Let's look at RDF like a startup: The old RDF marketing from, say, 2003 was hopelessly out-of-touch with reality. Users were never going publish their metadata as RDF, and even if they did, you'd need strong AI to use it. Here are two classic articles spelling out why classic RDF wouldn't work:

http://www.well.com/~doctorow/metacrap.htm http://www.shirky.com/writings/semantic_syllogism.html

But things have been looking up in the RDF market lately. The complicated RDF XML serialization is mostly ignored in favor of simple n-triples. Google is making heavy use of RDFa metadata when searching for products, and something like 3.5% of web pages now contain RDFa. The RDF conferences are booming. There are cool projects like dbpedia that are organizing publicly-available information as RDF.

So if the RDF tool vendors are going to succeed, they need to pivot (and many of them are). They need to drop the AI hype, and focus on what their early users are telling them. Some possible sales pitches:

1) RDF is useful as a distributed, schema-free graph database. Competition: Neo4J, other NoSQL databases. There's a couple of very good sales pitches here, including the fact that RDF databases are available from multiple vendors, and that RDF inference can be used to normalize schemas between different data sources.

2) RDF is useful for embedding small amounts of data in web pages.
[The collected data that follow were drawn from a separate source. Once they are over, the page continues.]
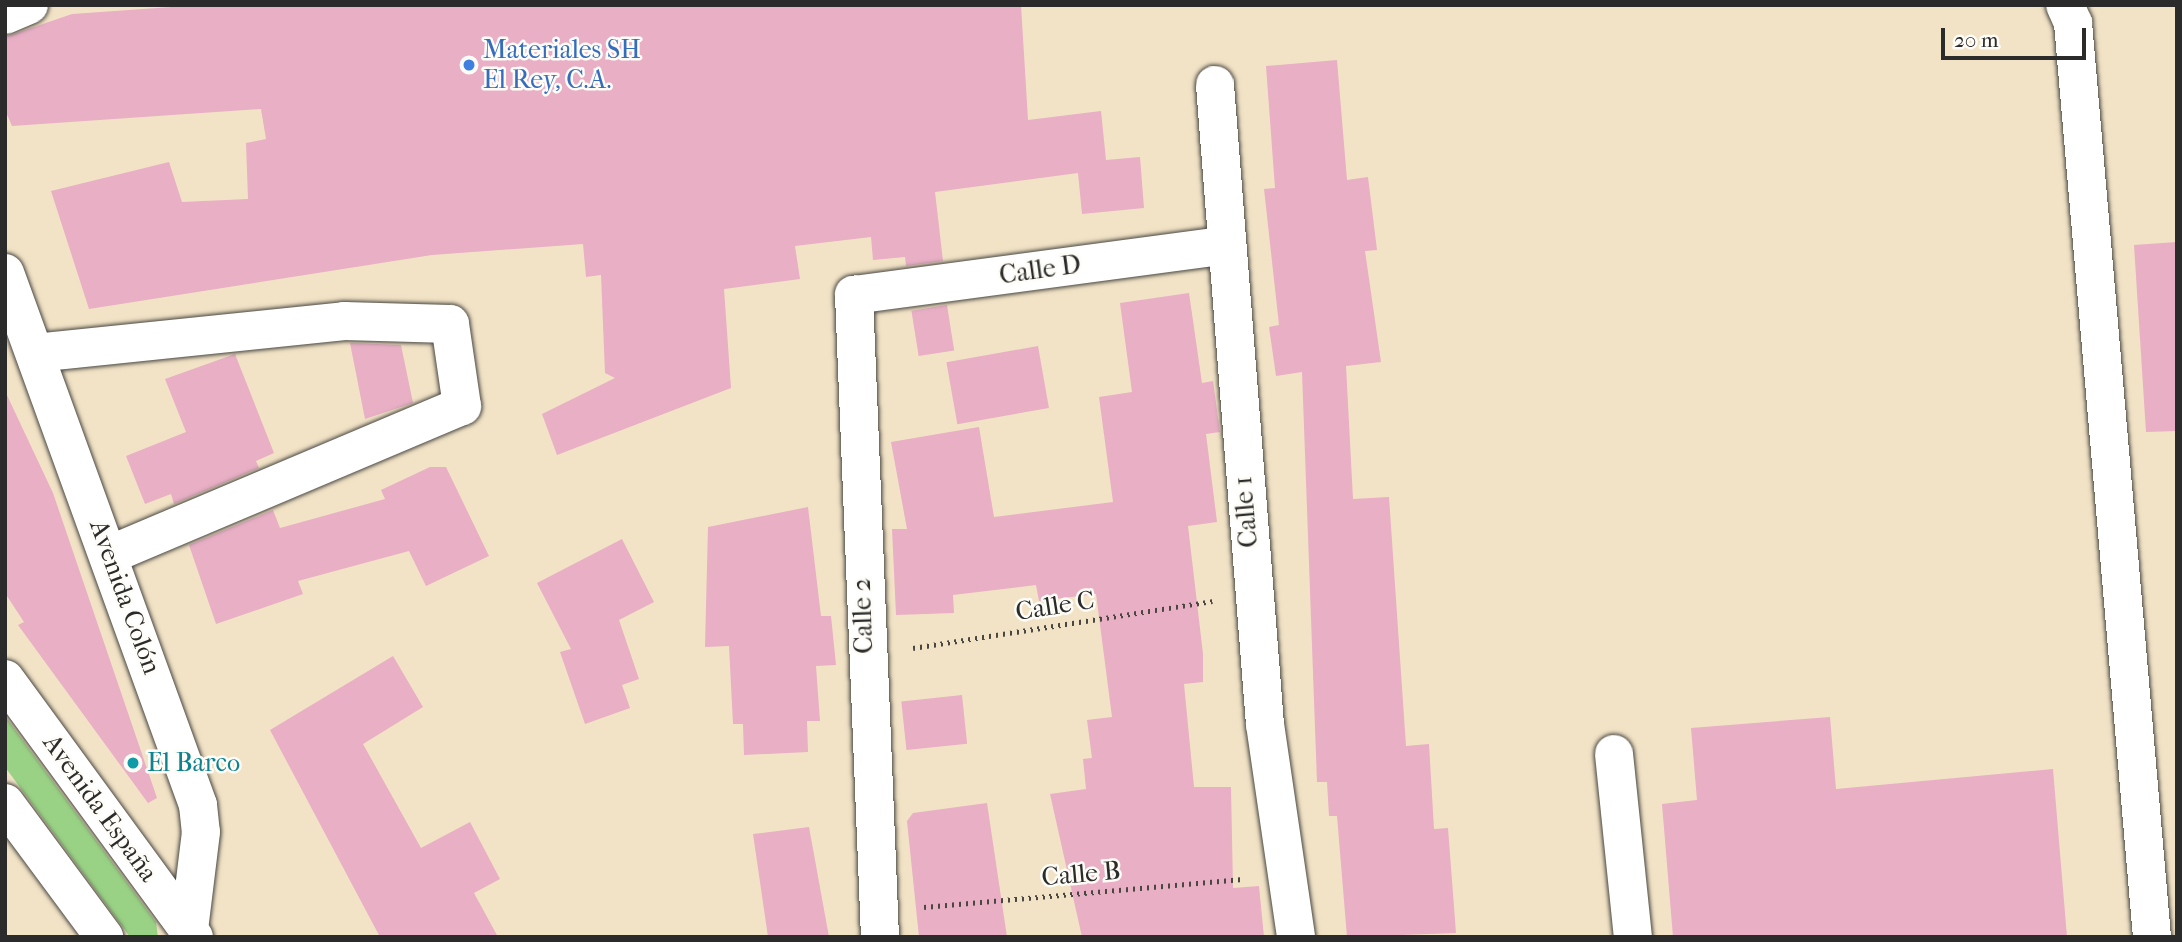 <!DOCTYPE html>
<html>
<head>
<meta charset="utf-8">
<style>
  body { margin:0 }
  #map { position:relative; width:2182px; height:942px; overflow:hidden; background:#f2e3c6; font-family:"IM FELL French Canon",serif }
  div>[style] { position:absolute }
  .green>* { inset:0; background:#9ad285 }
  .building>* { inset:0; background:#e8afc5; transform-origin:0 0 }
  .path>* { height:4.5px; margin-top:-2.25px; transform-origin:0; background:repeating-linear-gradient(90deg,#494742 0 2px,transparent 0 7px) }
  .roads { filter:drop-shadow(0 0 2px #494742) drop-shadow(0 0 2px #494742) }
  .minor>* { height:38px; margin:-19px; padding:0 19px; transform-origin:19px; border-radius:19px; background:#fff }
  .major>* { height:38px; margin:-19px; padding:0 19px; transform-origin:19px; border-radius:19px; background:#fff }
  .dots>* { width:19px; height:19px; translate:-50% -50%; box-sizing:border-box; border:4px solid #fdfcf7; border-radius:50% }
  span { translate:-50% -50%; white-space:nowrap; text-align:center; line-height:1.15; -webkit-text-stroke:5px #fdfcf7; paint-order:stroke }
  .shop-label { font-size:26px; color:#366cbe }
  .left { translate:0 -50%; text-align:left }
  .street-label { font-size:26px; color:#2b2b2b }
  .culture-label { font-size:26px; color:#0d838f }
  .frame { position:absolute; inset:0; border:7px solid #2b2b2b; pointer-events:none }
  .scale { position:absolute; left:1941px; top:28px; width:145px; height:32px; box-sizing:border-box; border:4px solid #2b2b2b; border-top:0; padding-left:9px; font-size:21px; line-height:24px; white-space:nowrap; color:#2b2b2b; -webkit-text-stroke:5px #fdfcf7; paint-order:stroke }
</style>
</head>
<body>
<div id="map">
  <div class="green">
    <div style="clip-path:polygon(5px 716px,156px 922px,158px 937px,130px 937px,5px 767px)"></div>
  </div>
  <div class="building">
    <div style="clip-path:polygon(200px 5px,1021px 5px,1028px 120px,1101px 111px,1106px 160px,1140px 157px,1144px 208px,1082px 214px,1078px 173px,935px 192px,943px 261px,906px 266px,905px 257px,873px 260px,871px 237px,795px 246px,800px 279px,724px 289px,731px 388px,557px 455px,542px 414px,615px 378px,605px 373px,601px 275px,586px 277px,583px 244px,432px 255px,89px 309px,51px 191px,169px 162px,182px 202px,248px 199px,246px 143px,266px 139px,261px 109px,12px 126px,5px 110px,5px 37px,72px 14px)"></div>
    <div style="clip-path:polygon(1337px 60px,1347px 180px,1368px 177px,1377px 250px,1365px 251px,1381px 362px,1346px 366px,1353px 499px,1389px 497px,1406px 746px,1429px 744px,1434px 829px,1448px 828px,1456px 933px,1347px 937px,1337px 816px,1329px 816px,1327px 782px,1317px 782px,1302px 372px,1276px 376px,1269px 327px,1279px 325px,1264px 189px,1275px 188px,1266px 66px)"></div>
    <div style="clip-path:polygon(2177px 242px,2177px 431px,2146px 432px,2134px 245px)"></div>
    <div style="clip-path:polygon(1189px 293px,1202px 383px,1213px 381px,1220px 432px,1206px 434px,1217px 522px,1188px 526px,1203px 654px,1203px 682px,1184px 684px,1194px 787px,1231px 787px,1233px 888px,1259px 886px,1264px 937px,1082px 937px,1050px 794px,1086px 789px,1083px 759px,1092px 758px,1087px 720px,1112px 717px,1096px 594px,1039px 601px,1036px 585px,953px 595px,954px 613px,896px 615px,892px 529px,907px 529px,891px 442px,979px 427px,994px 517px,1113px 502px,1099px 397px,1132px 392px,1120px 303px)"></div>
    <div style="left:947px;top:305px;width:46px;height:36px;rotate:81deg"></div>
    <div style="clip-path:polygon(350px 343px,401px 345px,413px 403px,365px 419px)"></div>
    <div style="left:1038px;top:346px;width:63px;height:93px;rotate:80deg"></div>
    <div style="clip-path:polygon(235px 354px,274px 453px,256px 461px,259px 468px,174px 504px,171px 494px,145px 504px,126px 456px,186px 432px,165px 379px)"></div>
    <div style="clip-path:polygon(5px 391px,53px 493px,157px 798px,148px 803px,18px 625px,24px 622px,5px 593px)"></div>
    <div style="clip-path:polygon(430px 467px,446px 467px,489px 556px,426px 586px,409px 551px,298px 581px,303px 594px,216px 624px,189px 545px,273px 510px,280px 528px,385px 499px,381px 490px)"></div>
    <div style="clip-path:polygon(808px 507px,821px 616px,831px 616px,836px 665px,816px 666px,820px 721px,807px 721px,808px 752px,744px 755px,743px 724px,733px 724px,729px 646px,705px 647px,708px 527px)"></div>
    <div style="clip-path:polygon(622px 539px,654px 602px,619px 620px,639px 679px,622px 685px,630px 708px,585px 724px,560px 652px,571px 649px,537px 583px)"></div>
    <div style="clip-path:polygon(393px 656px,423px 707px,363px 744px,421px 848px,470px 822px,500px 879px,474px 893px,498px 937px,380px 937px,270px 730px)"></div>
    <div style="left:962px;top:695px;width:49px;height:61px;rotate:84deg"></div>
    <div style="clip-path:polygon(1830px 717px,1836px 789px,2053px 769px,2067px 937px,1673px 937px,1662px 804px,1697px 800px,1691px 728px)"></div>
    <div style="clip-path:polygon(987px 803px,1007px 937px,919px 937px,907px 821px,913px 813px)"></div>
    <div style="clip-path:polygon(809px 827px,829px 937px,768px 937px,753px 834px)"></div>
  </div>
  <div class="path">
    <div style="left:913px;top:648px;width:303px;rotate:-8.9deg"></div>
    <div style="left:924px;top:907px;width:320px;rotate:-5deg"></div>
  </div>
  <div class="roads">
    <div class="minor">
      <div style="left:2065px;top:5px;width:20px;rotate:66deg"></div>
      <div style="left:2073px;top:23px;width:917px;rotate:85.06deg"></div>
      <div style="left:5px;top:15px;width:26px;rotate:-23deg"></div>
      <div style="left:1215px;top:85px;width:641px;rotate:85.53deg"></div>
      <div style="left:1265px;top:724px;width:215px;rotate:81.7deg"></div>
      <div style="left:5px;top:273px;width:566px;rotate:70.06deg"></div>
      <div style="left:198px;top:805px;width:27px;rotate:84deg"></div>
      <div style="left:201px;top:832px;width:99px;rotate:97deg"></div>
      <div style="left:35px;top:353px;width:311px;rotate:-5.9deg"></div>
      <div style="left:344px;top:321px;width:106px;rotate:1.6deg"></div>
      <div style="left:450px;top:324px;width:83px;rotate:81.7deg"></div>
      <div style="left:462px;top:406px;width:382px;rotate:157.1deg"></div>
      <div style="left:1614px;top:754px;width:184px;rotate:84.1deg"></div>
      <div style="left:880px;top:937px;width:643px;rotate:-92.32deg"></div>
      <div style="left:854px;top:295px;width:376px;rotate:-7.6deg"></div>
    </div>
    <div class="major">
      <div style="left:5px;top:679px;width:320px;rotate:53.8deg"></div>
      <div style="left:5px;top:803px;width:167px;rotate:53.5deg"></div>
    </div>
  </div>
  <div class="dots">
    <div style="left:469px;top:65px;background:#3f7fe0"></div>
    <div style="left:133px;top:763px;background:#0f9aa8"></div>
  </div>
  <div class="shop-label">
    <span class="left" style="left:483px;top:65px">Materiales SH<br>El Rey, C.A.</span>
  </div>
  <div class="street-label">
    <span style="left:1040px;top:270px;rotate:-8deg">Calle D</span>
    <span style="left:1246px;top:512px;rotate:-95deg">Calle 1</span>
    <span style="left:125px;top:597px;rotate:70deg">Avenida Colón</span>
    <span style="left:1055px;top:606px;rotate:-9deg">Calle C</span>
    <span style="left:863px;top:616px;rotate:-92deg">Calle 2</span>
    <span style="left:100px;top:808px;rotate:54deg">Avenida España</span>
    <span style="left:1081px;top:874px;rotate:-5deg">Calle B</span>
  </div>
  <div class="culture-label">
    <span class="left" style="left:147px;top:763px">El Barco</span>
  </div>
  <div class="frame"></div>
  <div class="scale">20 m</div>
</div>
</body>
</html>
Competition: Microformats.


RDF/XML serialization of RDF graphs can be painful. I completely agree that other serializations like Turtle should be used in recommendations (e.g. R2RML).

But the RDF model is a wonderful thing. The use of URIs as identifiers for objects and properties makes possible for the first time to reuse knowledge and share data, linking APIs in the same way we are alreay linking web pages.

RDF semantics are maybe harder, but most people can start using RDF without caring about things like entailment.

I really think RDF has a future, specially since the steady growth of the LOD initiative. The revision of the standard is also a good opportunity to polish some aspects of RDF, for example, the use of named graphs.


I see a lot of RDF bashing. Particularly from the "Web 2.0" crowd. It has warts, no doubt (is anything borne of the human mind without warts?), but it also has its strengths. A lot of people say it is a failed technology but it's less the failure of the technology and more a failure of the people saying so to properly understand what it can/does do.

Is that a failure of the technology? Because most people don't understand what they would use it for or how they would apply it? I don't think so. I think the claims that it would change the web were high-flown. I also think its creators did a bad job of explaining it. However, you'll find the people that do understand it and have a domain in which it is clearly applicable - love it.

One of my friends works for the library at UCSD and they use RDF, RDFS, and OWL-DL extensively - I couldn't even imagine doing what she does with the library's book ontology using JSON (as some have proposed replace XML and it's vocabularies, even with a JSON "schema" language). I have another friend working for a biotech company - and he uses it there, extensively. These are only two examples and it excludes the other web projects and companies out there that also use it and it's higher level vocabularies/ontologies (UMBEL, etc...).

Is it a failure for the web? (a topic in another thread a few days ago) I don't think it is, I think it is a failure on the part of developers to understand it and apply it (Drupal has applied it).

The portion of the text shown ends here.